Record set:
--

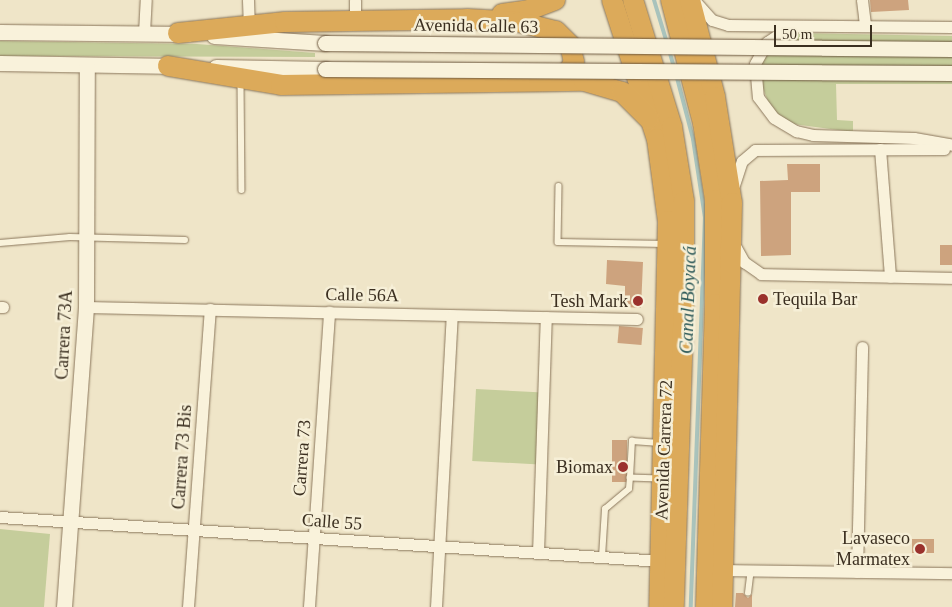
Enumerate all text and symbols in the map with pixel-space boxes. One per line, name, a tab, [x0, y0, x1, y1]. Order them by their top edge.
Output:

--

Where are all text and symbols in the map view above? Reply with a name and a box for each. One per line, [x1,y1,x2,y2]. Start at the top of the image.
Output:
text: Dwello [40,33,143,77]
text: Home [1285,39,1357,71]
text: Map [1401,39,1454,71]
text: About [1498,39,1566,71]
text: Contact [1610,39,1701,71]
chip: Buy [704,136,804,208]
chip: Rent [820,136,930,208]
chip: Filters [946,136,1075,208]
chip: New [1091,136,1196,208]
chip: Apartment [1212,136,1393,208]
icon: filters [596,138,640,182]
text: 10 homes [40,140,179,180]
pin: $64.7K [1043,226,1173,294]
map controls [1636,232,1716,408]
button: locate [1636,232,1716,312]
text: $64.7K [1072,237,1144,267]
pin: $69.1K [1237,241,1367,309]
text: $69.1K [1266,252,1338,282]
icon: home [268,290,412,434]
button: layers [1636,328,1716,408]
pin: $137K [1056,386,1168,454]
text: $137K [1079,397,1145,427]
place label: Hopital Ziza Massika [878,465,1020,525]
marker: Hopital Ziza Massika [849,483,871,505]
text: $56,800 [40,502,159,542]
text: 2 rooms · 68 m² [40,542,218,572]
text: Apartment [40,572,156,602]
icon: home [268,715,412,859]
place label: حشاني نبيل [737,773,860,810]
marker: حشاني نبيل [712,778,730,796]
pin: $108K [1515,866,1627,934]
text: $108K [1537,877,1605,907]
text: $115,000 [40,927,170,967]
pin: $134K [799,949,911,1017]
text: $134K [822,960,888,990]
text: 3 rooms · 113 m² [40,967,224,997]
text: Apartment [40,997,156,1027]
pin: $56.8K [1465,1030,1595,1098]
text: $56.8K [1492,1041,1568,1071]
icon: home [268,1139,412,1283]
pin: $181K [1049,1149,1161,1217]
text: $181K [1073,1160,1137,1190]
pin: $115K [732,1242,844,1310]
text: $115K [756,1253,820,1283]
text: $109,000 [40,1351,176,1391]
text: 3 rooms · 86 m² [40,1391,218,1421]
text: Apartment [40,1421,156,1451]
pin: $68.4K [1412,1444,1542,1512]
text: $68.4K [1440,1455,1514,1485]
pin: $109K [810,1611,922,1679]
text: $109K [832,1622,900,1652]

--

How to complete this task: In the material above, find the lines that contain "with" and show them.

Answer:
Enumerate all text and symbols in the map with pixel-space boxes. One per line, name, a tab, [x0, y0, x1, y1]. Order them by their top edge.
Where are all text and symbols in the map view above? Reply with a name and a box for each. One per line, [x1,y1,x2,y2]. Start at the top of the image.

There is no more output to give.